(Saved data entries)

__________________________________________________

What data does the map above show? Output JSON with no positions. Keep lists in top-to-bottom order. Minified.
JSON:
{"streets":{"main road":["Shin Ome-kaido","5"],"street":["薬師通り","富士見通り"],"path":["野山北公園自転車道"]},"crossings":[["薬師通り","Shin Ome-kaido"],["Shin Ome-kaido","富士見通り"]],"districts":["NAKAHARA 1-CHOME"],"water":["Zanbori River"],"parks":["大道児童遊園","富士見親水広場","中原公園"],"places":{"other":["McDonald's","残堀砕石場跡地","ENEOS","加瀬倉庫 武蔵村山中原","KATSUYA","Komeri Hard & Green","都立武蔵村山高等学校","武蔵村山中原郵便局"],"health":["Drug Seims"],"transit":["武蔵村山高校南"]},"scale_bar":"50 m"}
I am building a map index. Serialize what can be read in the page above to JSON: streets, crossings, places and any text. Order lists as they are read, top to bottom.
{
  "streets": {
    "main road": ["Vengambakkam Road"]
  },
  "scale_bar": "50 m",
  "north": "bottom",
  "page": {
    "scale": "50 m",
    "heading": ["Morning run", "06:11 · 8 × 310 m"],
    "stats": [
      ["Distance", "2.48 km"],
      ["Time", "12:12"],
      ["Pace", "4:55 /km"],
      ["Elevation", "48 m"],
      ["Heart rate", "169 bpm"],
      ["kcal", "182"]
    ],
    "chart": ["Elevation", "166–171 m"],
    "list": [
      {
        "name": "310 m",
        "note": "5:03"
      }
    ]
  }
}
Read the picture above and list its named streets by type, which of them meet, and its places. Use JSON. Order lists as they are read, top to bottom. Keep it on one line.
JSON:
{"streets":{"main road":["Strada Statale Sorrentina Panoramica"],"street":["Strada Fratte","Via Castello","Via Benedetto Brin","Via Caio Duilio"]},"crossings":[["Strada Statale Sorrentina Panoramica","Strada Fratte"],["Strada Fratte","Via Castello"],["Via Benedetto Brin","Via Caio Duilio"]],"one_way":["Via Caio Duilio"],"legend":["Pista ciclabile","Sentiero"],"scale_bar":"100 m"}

__________________________________________________

Task objective>
Could you reproduce all of the entries above exactly?

Task response>
What data does the map above show? Output JSON with no positions. Keep lists in top-to-bottom order. Minified.
JSON:
{"streets":{"main road":["Shin Ome-kaido","5"],"street":["薬師通り","富士見通り"],"path":["野山北公園自転車道"]},"crossings":[["薬師通り","Shin Ome-kaido"],["Shin Ome-kaido","富士見通り"]],"districts":["NAKAHARA 1-CHOME"],"water":["Zanbori River"],"parks":["大道児童遊園","富士見親水広場","中原公園"],"places":{"other":["McDonald's","残堀砕石場跡地","ENEOS","加瀬倉庫 武蔵村山中原","KATSUYA","Komeri Hard & Green","都立武蔵村山高等学校","武蔵村山中原郵便局"],"health":["Drug Seims"],"transit":["武蔵村山高校南"]},"scale_bar":"50 m"}
I am building a map index. Serialize what can be read in the page above to JSON: streets, crossings, places and any text. Order lists as they are read, top to bottom.
{
  "streets": {
    "main road": ["Vengambakkam Road"]
  },
  "scale_bar": "50 m",
  "north": "bottom",
  "page": {
    "scale": "50 m",
    "heading": ["Morning run", "06:11 · 8 × 310 m"],
    "stats": [
      ["Distance", "2.48 km"],
      ["Time", "12:12"],
      ["Pace", "4:55 /km"],
      ["Elevation", "48 m"],
      ["Heart rate", "169 bpm"],
      ["kcal", "182"]
    ],
    "chart": ["Elevation", "166–171 m"],
    "list": [
      {
        "name": "310 m",
        "note": "5:03"
      }
    ]
  }
}
Read the picture above and list its named streets by type, which of them meet, and its places. Use JSON. Order lists as they are read, top to bottom. Keep it on one line.
JSON:
{"streets":{"main road":["Strada Statale Sorrentina Panoramica"],"street":["Strada Fratte","Via Castello","Via Benedetto Brin","Via Caio Duilio"]},"crossings":[["Strada Statale Sorrentina Panoramica","Strada Fratte"],["Strada Fratte","Via Castello"],["Via Benedetto Brin","Via Caio Duilio"]],"one_way":["Via Caio Duilio"],"legend":["Pista ciclabile","Sentiero"],"scale_bar":"100 m"}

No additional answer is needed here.